Job 5: Eliphaz appelle a chercher Dieu

Job 5

Eliphaz invite Job a se tourner vers Dieu, tout en enfermant l’épreuve dans une logique de retribution.

Job 5

1 Appelle donc ! Y aura-t-il quelqu’un qui te réponde ? Vers lequel des saints te tourneras-tu ?

2 La colère tue l’insensé, et l’emportement fait mourir le fou.

3 J’ai vu l’insensé étendre ses racines, et soudain j’ai maudit sa demeure.

4 Plus de salut pour ses fils ; on les écrase à la porte, et personne ne les défend.
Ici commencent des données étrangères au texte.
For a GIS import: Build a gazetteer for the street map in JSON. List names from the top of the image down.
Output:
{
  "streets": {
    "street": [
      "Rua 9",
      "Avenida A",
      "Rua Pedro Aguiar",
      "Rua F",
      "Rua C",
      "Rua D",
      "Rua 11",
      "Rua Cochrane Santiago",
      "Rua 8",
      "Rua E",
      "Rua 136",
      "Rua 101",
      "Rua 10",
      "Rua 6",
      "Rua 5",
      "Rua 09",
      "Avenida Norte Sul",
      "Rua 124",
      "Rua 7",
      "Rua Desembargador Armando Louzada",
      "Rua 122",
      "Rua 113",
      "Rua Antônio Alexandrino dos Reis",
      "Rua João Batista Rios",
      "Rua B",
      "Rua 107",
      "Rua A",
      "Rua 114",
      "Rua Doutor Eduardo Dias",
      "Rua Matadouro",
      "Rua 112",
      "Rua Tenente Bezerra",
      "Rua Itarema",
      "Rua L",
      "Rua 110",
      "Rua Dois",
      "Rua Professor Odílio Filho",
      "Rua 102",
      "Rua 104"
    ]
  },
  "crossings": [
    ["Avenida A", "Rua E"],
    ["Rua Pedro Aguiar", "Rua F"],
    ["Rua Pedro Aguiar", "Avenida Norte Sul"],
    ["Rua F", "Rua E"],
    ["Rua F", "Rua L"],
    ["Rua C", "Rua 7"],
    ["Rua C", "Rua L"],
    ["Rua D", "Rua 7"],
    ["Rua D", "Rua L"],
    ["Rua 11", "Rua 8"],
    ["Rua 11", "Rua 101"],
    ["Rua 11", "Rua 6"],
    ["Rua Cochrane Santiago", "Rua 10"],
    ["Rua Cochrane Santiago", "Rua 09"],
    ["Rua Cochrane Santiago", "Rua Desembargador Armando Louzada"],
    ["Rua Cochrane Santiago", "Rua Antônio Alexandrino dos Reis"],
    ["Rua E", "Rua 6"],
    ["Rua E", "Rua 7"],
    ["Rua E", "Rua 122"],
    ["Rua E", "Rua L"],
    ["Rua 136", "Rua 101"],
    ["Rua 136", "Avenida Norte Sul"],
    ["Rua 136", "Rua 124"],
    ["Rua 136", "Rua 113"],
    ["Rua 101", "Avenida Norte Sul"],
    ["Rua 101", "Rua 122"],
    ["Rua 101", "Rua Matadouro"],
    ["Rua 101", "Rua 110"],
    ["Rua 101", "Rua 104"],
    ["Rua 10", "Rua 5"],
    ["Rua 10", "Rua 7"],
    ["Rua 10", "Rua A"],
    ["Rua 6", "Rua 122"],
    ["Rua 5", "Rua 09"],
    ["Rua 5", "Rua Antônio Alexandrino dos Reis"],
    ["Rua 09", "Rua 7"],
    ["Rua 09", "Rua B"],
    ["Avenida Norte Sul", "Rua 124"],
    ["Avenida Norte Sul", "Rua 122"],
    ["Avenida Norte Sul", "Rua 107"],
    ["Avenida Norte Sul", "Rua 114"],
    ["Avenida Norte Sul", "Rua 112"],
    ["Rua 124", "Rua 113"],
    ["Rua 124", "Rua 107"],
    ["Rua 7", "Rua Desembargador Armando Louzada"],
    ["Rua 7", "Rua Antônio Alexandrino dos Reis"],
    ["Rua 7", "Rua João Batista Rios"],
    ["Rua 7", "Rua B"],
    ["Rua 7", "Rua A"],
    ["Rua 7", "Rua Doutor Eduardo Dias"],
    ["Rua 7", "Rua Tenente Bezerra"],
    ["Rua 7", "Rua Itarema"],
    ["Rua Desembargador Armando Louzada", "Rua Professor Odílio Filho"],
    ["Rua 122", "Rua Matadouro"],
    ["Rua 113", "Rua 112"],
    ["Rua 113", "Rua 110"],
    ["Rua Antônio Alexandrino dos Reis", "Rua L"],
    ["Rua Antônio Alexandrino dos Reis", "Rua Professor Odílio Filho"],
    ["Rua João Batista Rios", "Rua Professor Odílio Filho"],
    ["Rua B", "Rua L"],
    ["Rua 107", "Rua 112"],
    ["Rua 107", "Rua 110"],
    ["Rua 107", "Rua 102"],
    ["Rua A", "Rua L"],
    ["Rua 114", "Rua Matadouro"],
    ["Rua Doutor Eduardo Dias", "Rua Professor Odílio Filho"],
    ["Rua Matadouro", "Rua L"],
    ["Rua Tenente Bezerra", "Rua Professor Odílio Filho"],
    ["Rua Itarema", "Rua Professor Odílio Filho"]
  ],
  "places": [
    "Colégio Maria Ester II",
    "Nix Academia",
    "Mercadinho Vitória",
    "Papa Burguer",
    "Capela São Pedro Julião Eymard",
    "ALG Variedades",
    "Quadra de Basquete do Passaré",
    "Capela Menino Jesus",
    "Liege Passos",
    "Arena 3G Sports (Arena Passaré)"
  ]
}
5 L’homme affamé dévore sa moisson, il franchit la haie d’épines et l’emporte ; l’homme altéré engloutit ses richesses.

6 Car le malheur ne sort pas de la poussière, et la souffrance ne germe pas du sol,

7 de telle sorte que l’homme naisse pour la peine, comme les fils de la foudre pour élever leur vol.

8 À ta place, je me tournerais vers Dieu, c’est vers lui que je dirigerais ma prière.

9 Il fait des choses grandes, qu’on ne peut sonder ; des prodiges qu’on ne saurait compter.

10 Il verse la pluie sur la terre, il envoie les eaux sur les campagnes,

11 il exalte ceux qui sont abaissés, et les affligés retrouvent le bonheur.

12 Il déjoue les projets des perfides, et leurs mains ne peuvent réaliser leurs complots.

13 Il prend les habiles dans leur propre ruse, et renverse les conseils des hommes astucieux.

14 Durant le jour, ils rencontrent les ténèbres ; en plein midi, ils tâtonnent comme dans la nuit.

15 Dieu sauve le faible du glaive de leur langue, et de la main du puissant.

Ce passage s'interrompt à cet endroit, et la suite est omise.